== Problem to work on ==
Needed from the data below: all lines that contain the word "hidden".

-- Data for analysis follows --

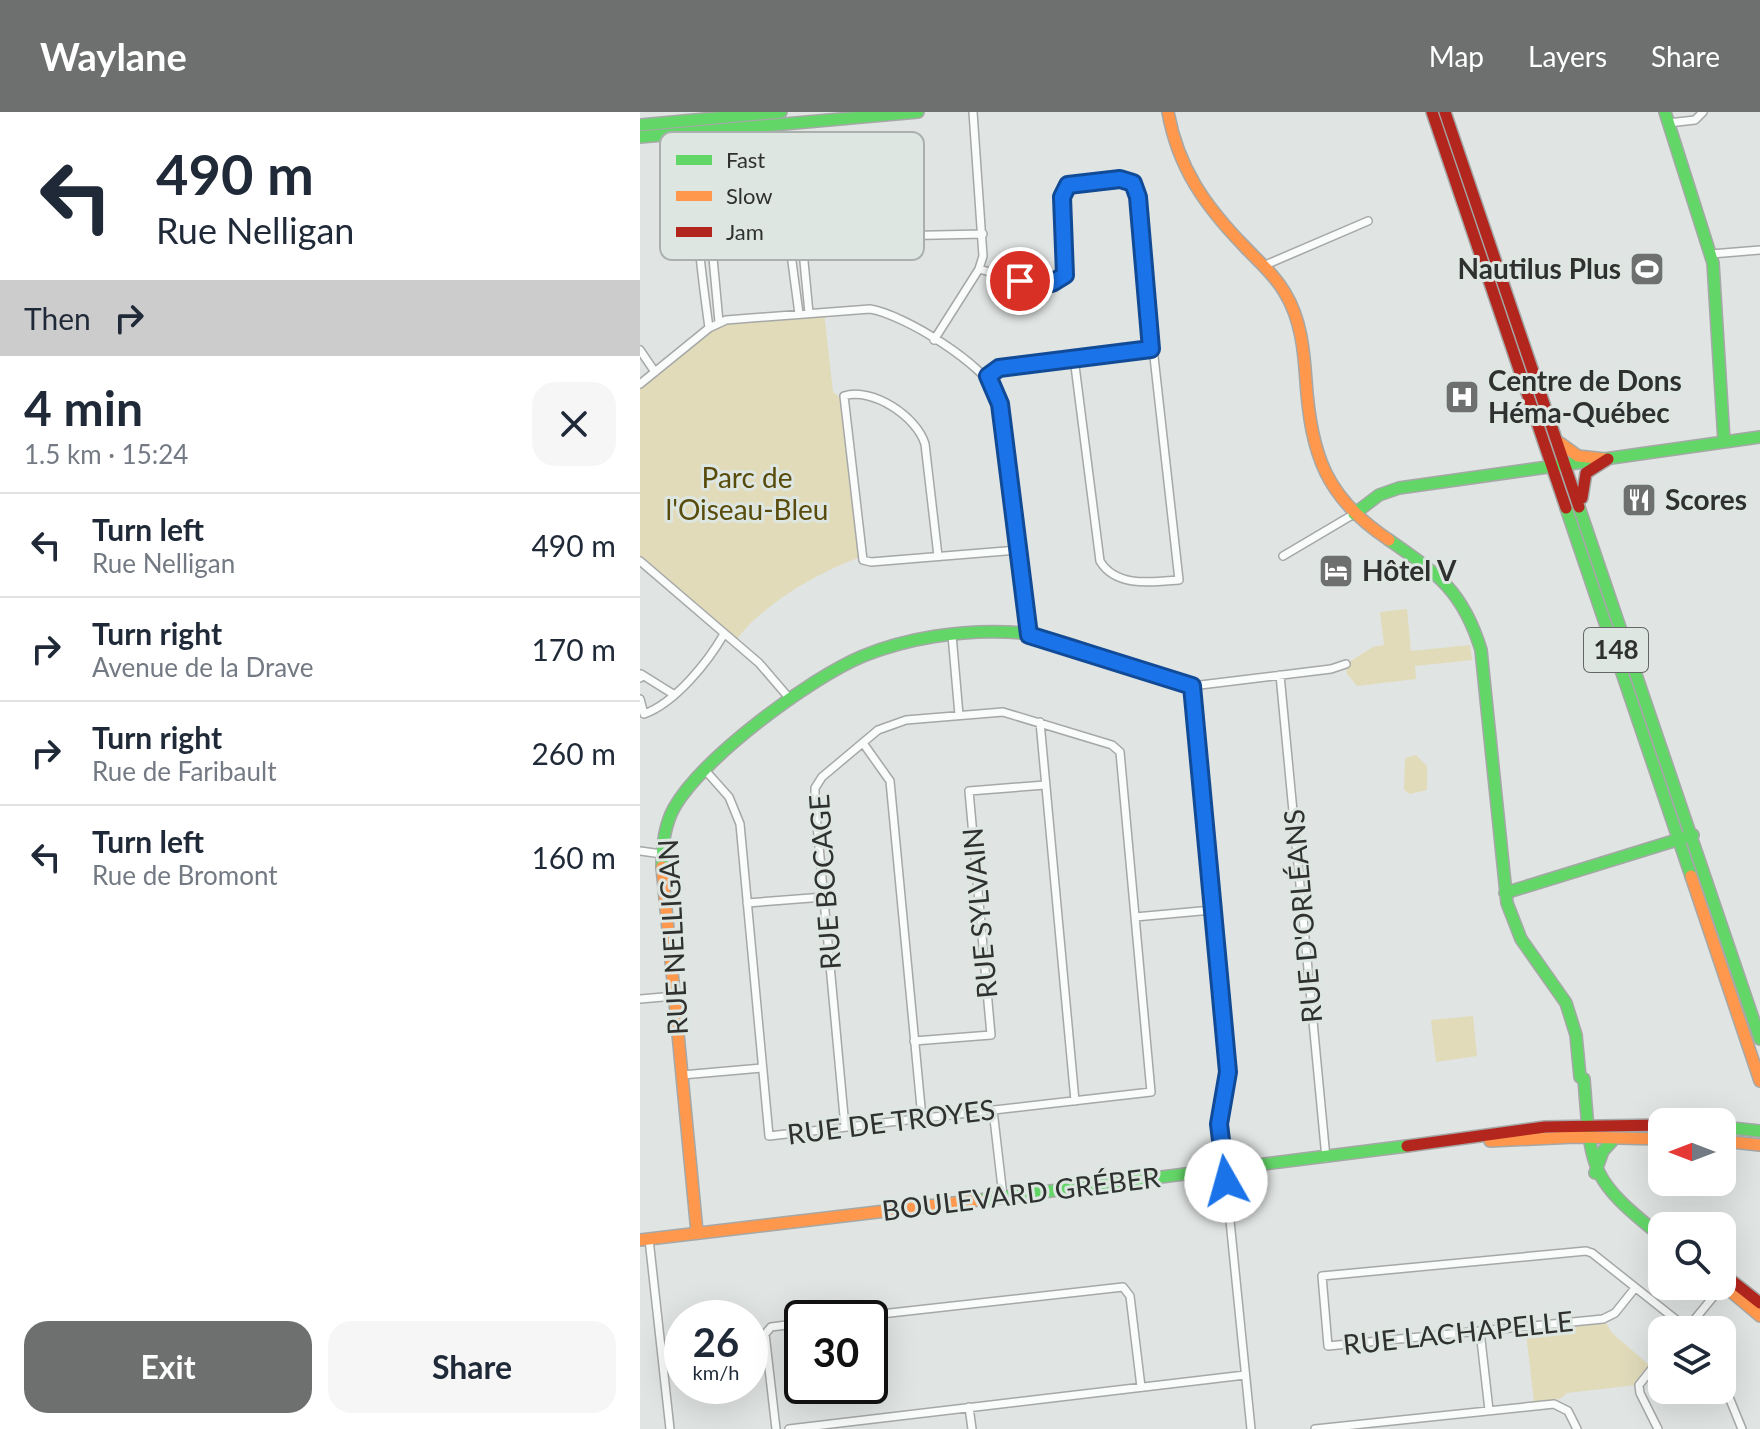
<!DOCTYPE html>
<meta charset="utf-8">
<style>
:root{--surface:#fff;--page:#f6f6f7;--text:#1f2937;--muted:#747a83;--line:#e0e1e3;--accent:#6d706e}
body{margin:0;font-family:Lato,sans-serif;background:var(--page);color:var(--text);height:100vh;display:flex;flex-direction:column;font-size:30px;white-space:nowrap}
*{box-sizing:border-box;margin:0}
p{font-size:26px;color:var(--muted)}
.icon{flex:none;width:44px;height:44px;fill:none;stroke:currentColor;stroke-width:2;stroke-linecap:round;stroke-linejoin:round}
.map{position:relative;flex:1;overflow:hidden}
.side{display:flex;flex-direction:column;background:var(--surface);width:640px}
.side>*{flex:none}
.banner{background:#fff;color:var(--text);overflow:hidden}
.needle{width:52px;rotate:270deg}
.buttons{position:absolute;left:1008px;top:996px;display:grid;gap:16px}
.buttons a{display:grid;place-items:center;width:88px;height:88px;border-radius:16px;background:var(--surface);box-shadow:0 8px 32px #0002;font-size:40px}
.speed{position:absolute;left:24px;top:1188px;display:flex;gap:16px;font-size:40px;font-weight:700;text-align:center}
.speed>*{display:grid;place-content:center;width:104px;height:104px;border-radius:50%;background:var(--surface);box-shadow:0 8px 32px #0002;line-height:1}
.speed small{font-size:20px;font-weight:400}
.speed .limit{border:4px solid #111;border-radius:12px;background:#fff;color:#111}
.pin{position:absolute;display:grid;place-items:center;width:68px;height:68px;color:#fff;margin:-34px;border:4px solid #fff;border-radius:50%;box-shadow:0 2px 8px #0007}
.me{position:absolute;width:88px;margin:-44px;rotate:353deg;stroke-linejoin:round;filter:drop-shadow(0 0 6px #0008)}
.turn{display:flex;align-items:center;gap:28px;height:168px;padding:0 24px;font-size:36px}
.turn .icon{width:104px;height:104px;stroke-width:2.5}
.turn b{display:block;font-size:56px;line-height:68px}
.then{display:flex;align-items:center;height:76px;padding:0 24px;background:#0003;gap:16px;font-size:30px}
.round{display:grid;place-items:center;flex:none;width:84px;height:84px;border-radius:24px;background:var(--page)}
.summary{display:flex;align-items:center;justify-content:space-between;height:136px;padding:0 24px}
h1{font-size:48px;font-weight:700;line-height:60px}
.action{display:flex;gap:16px;margin-top:auto;padding:16px 24px}
.action a{flex:1;height:92px;border-radius:24px;background:var(--accent);color:#fff;font-size:32px;font-weight:700;line-height:92px;text-align:center}
.action a+a{background:var(--page);color:var(--text)}
ul{padding:0;list-style:none}
li{display:flex;align-items:center;gap:24px;height:104px;padding:0 24px;border-top:2px solid var(--line)}
li div{flex:1}
li b{display:block;font-size:30px}
li em{font-style:normal}
header{display:flex;align-items:center;gap:48px;box-sizing:border-box;height:112px;padding:0 40px;background:var(--accent);color:#fff}
header strong{font-size:38px}
nav{display:flex;gap:44px;margin-inline-start:auto;font-size:28px}
main{display:flex;flex:1;min-height:0}
.map>svg:first-child{display:block}
.green{fill:#e1dbba}
.lines{fill:none;stroke-linecap:round;stroke-linejoin:round}
.street-casing{stroke:#a5a8a7;stroke-width:10}
.fast-casing{stroke:#a5a8a7;stroke-width:14}
.slow-casing{stroke:#a5a8a7;stroke-width:14}
.jam-casing{stroke:#a5a8a7;stroke-width:14}
.street{stroke:#fafbfb;stroke-width:7}
.fast{stroke:#63d668;stroke-width:11}
.slow{stroke:#ff974d;stroke-width:11}
.jam{stroke:#b3261e;stroke-width:11}
.route-casing{stroke:#114b97;stroke-width:20}
.route{stroke:#1a73e8;stroke-width:14}
.labels{text-anchor:middle;stroke-width:6;stroke-linejoin:round;paint-order:stroke}
.shield{fill:#dee6e2;stroke:#646765;stroke-width:2}
.shield-label{font-size:26px;font-weight:bold;fill:#2f3130}
.poi-label{font-size:28px;font-weight:bold;fill:#2f3130;stroke:#dee6e2;text-anchor:start}
.park-label{font-size:28px;fill:#584b0b;stroke:#dee6e2}
.street-label{font-size:28px;fill:#2f3130;stroke:#dee6e2}
.key{fill:#dee6e2;stroke:#aab0ad;stroke-width:2}
.key-label{font-size:22px;fill:#2f3130}
</style>
<header>
<strong>Waylane</strong>
<nav><a>Map</a><a>Layers</a><a>Share</a></nav>
</header>
<main>
<section class="side">
<div class="banner">
<div class="turn"><svg class="icon" aria-label="left" viewBox="0 0 24 24"><path d="M17 20v-9H6M10 6l-5 5 5 5"/></svg><div><b>490 m</b>Rue Nelligan</div></div>
<div class="then">Then<svg class="icon" aria-label="right" viewBox="0 0 24 24"><path d="M7 20v-9h11M14 6l5 5-5 5"/></svg></div>
</div>
<div class="summary"><div><h1>4 min</h1><p>1.5 km · 15:24</p></div><a class="round"><svg class="icon" aria-label="close" viewBox="0 0 24 24"><path d="M6 6l12 12M18 6L6 18"/></svg></a></div>
<ul>
<li><svg class="icon" aria-label="left" viewBox="0 0 24 24"><path d="M17 20v-9H6M10 6l-5 5 5 5"/></svg><div><b>Turn left</b><p>Rue Nelligan</p></div><em>490 m</em></li>
<li><svg class="icon" aria-label="right" viewBox="0 0 24 24"><path d="M7 20v-9h11M14 6l5 5-5 5"/></svg><div><b>Turn right</b><p>Avenue de la Drave</p></div><em>170 m</em></li>
<li><svg class="icon" aria-label="right" viewBox="0 0 24 24"><path d="M7 20v-9h11M14 6l5 5-5 5"/></svg><div><b>Turn right</b><p>Rue de Faribault</p></div><em>260 m</em></li>
<li><svg class="icon" aria-label="left" viewBox="0 0 24 24"><path d="M17 20v-9H6M10 6l-5 5 5 5"/></svg><div><b>Turn left</b><p>Rue de Bromont</p></div><em>160 m</em></li>
</ul>
<div class="action"><a>Exit</a><a>Share</a></div>
</section>
<div class="map">
<svg width="1120" height="1317" viewBox="0 0 1120 1317">
<rect width="100%" height="100%" fill="#e0e4e2"/>
<path class="green" d="M184,200L193,280L202,287L221,445C180,459 119,494 95,530L0,449V272L74,212Z
M767,497L771,539L830,533L832,548L775,554L776,567L717,574L707,562L706,552L733,535L744,533L740,500Z
M776,643L787,654V678L770,682L764,678L765,646Z
M833,904L837,944L796,950L791,908Z
M966,1211L972,1221L1010,1254L996,1273L927,1281L920,1287L894,1290L886,1221Z"/>
<g class="lines">
<g class="street-casing">
<path id="street" d="M1028,11L1055,8L1063,0
M204,125L343,122
M1071,142L1120,138
M623,154L728,109
M339,157L386,170H417L426,158L422,90L425,76C439,66 483,61 495,75L539,468C513,470 476,476 460,449L434,246
M159,202L147,112L154,108L164,114L162,129L169,201
M69,216C67,200 56,125 59,117L65,114L75,121L73,146L79,210
M294,228L339,157L343,144L333,0
M0,238L15,260
M348,264L359,256L511,237
M0,272L69,216L86,208L230,197C263,202 346,253 358,284L389,523
M298,444L285,332C277,305 233,275 204,284L223,448L231,450L378,438
M643,444L714,402
M0,449L119,551L150,587
M312,523L319,603
M640,563L686,1046
M0,566L1,562L33,582
M552,574L691,557L706,552
M0,587L4,602C35,591 68,550 84,522
M400,610L435,989
M223,631L250,669L282,1006
M65,658L89,685L100,712L129,1024L511,980L480,640L472,633L363,600L266,608L238,618L182,665L175,676V691L205,1015
M0,739L22,742
M107,791L184,785
M495,805L572,798
M0,887L35,884
M274,929L351,923L329,679L405,673
M42,963L122,956
M353,998L363,1084
M585,1059L611,1317
M9,1127L30,1317
M995,1176L975,1201L963,1207L688,1234L682,1164L946,1139L952,1141L1049,1218
M205,1206L483,1175L490,1184L501,1275
M1046,1218L1082,1174
M840,1219L849,1298
M1082,1268L1102,1317
M329,1295L332,1317
M136,1317L125,1222L131,1215L162,1211
M149,1317L605,1263
M675,1317L914,1292L928,1299L937,1317
M1018,1317L1000,1281L999,1273L1022,1244"/>
</g>
<g class="fast-casing">
<path id="fast" d="M1025,0L1073,151L1084,329
M0,13L141,0
M0,25L278,0
M939,395L1120,927
M926,396L1051,764
M714,402L739,383L759,376L1120,325
M749,428C798,462 823,479 841,538L867,791L881,827L926,891L936,923L940,965L944,967C951,1058 948,1066 1022,1125
M22,755C22,735 24,714 34,696C62,646 170,566 223,544C267,526 320,518 367,520C422,522 478,553 531,569
M865,781L1053,723
M1082,1015L1120,1019
M955,1061L963,1039L974,1027
M339,1088L767,1034"/>
</g>
<g class="slow-casing">
<path id="slow" d="M528,0C538,56 566,95 605,135C619,150 635,163 645,181C661,207 664,239 666,269C671,343 686,386 749,428
M920,331L938,344L965,347
M531,569L552,574L580,879
M22,755L57,1120
M1051,764L1120,969
M850,1029L935,1025L1022,1027
M1082,1029L1120,1033
M0,1128L339,1088
M1082,1172L1120,1204"/>
</g>
<g class="jam-casing">
<path id="jam" d="M792,0L926,396
M805,0L939,395
M942,386L946,361L968,347
M580,879L588,960L579,1012L585,1059
M767,1034L905,1015L1022,1013
M1082,1161L1120,1191"/>
</g>
<use href="#street" class="street"/>
<use href="#fast" class="fast"/>
<use href="#slow" class="slow"/>
<use href="#jam" class="jam"/>
</g>
<g class="lines">
<g class="route-casing">
<path id="route" d="M380,169L412,171L425,163L422,85L428,73L480,67L493,71L498,85L511,237L359,256L348,264L360,292L389,523L552,574L588,960L579,1012L586,1069"/>
</g>
<use href="#route" class="route"/>
</g>
<defs>
<g id="stadium-square" transform="scale(1.8)"><rect x="-9" y="-9" width="18" height="18" rx="4" fill="#6d706e" stroke="#dee6e2"/><path d="M0-5a6.5 5 0 1 0 0 10a6.5 5 0 1 0 0-10ZM-3.5-1.8h7v3.6h-7Z" fill="#fff"/></g>
<g id="hospital-square" transform="scale(1.8)"><rect x="-9" y="-9" width="18" height="18" rx="4" fill="#6d706e" stroke="#dee6e2"/><path d="M-5-5h3v3.5h4V-5h3V5h-3V1.5h-4V5h-3Z" fill="#fff"/></g>
<g id="restaurant-square" transform="scale(1.8)"><rect x="-9" y="-9" width="18" height="18" rx="4" fill="#6d706e" stroke="#dee6e2"/><path d="M-5-6h1v4h1v-4h1v4h1v-4h1v5L-1.5 .5V6h-2V.5L-5-1ZM5-6V6H3V1.5H1.5Q1.5-4 5-6Z" fill="#fff"/></g>
<g id="hotel-square" transform="scale(1.8)"><rect x="-9" y="-9" width="18" height="18" rx="4" fill="#6d706e" stroke="#dee6e2"/><path d="M-6-4.5h1.5V1H6V5H4.5V3h-9V5H-6ZM-4 0a1.8 1.8 0 1 1 3.6 0ZM.5 0V-2.5h3Q6-2.5 6 0Z" fill="#fff"/></g>
</defs>
<g fill-rule="evenodd">
<use href="#stadium-square" x="1007" y="157"/>
<use href="#hospital-square" x="822" y="285"/>
<use href="#restaurant-square" x="999" y="388"/>
<use href="#hotel-square" x="696" y="459"/>
</g>
<g class="labels">
<rect class="shield" x="944" y="516" width="64" height="44" rx="6"/>
<g class="shield-label">
<text x="976" y="547">148</text>
</g>
<g class="poi-label">
<text x="981" y="167" text-anchor="end">Nautilus Plus</text>
<text x="848" y="279">Centre de Dons<tspan x="848" dy="32">Héma-Québec</tspan></text>
<text x="1025" y="398">Scores</text>
<text x="722" y="469">Hôtel V</text>
</g>
<g class="park-label">
<text x="107" y="376">Parc de<tspan x="107" dy="32">l'Oiseau-Bleu</tspan></text>
</g>
<g class="street-label">
<text transform="translate(185 770) rotate(-94)" y="10">RUE BOCAGE</text>
<text transform="translate(340 801) rotate(-95)" y="10">RUE SYLVAIN</text>
<text transform="translate(663 804) rotate(-95)" y="10">RUE D'ORLÉANS</text>
<text transform="translate(33 825) rotate(-93)" y="10">RUE NELLIGAN</text>
<text transform="translate(251 1010) rotate(-7)" y="10">RUE DE TROYES</text>
<text transform="translate(381 1082) rotate(-7)" y="10">BOULEVARD GRÉBER</text>
<text transform="translate(818 1221) rotate(-6)" y="10">RUE LACHAPELLE</text>
</g>
</g>
<rect x="20" y="20" width="264" height="128" rx="12" class="key"/>
<rect x="36" y="43" width="36" height="10" fill="#63d668"/>
<rect x="36" y="79" width="36" height="10" fill="#ff974d"/>
<rect x="36" y="115" width="36" height="10" fill="#b3261e"/>
<g class="key-label">
<text x="86" y="56">Fast</text>
<text x="86" y="92">Slow</text>
<text x="86" y="128">Jam</text>
</g>
</svg>
<div class="buttons">
<a><svg class="needle" viewBox="-14 -14 28 28"><path d="M0-13l5 13h-10z" fill="#e53935"/><path d="M0 13l5-13h-10z" fill="#747a83"/></svg></a>
<a><svg class="icon" aria-label="search" viewBox="0 0 24 24"><circle cx="10" cy="10" r="6"/><path d="M15 15l6 6"/></svg></a>
<a><svg class="icon" aria-label="layers" viewBox="0 0 24 24"><path d="M12 4l9 5-9 5-9-5zM3 14l9 5 9-5"/></svg></a>
</div>
<div class="speed"><div>26<small>km/h</small></div><div class="limit">30</div></div>
<div class="pin" style="left:380px;top:169px;background:#d93025"><svg class="icon" aria-label="arrive" viewBox="0 0 24 24"><path d="M6 21V4h12l-3 4 3 4H6"/></svg></div>
<svg class="me" style="left:586px;top:1069px" viewBox="-20 -20 40 40"><circle r="19" fill="#fff"/><path d="M0-13L10 11 0 6-10 11z" fill="#1a73e8"/></svg>
</div>
</main>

-- Data for analysis concluded --

== The answer ==
.map{position:relative;flex:1;overflow:hidden}
.banner{background:#fff;color:var(--text);overflow:hidden}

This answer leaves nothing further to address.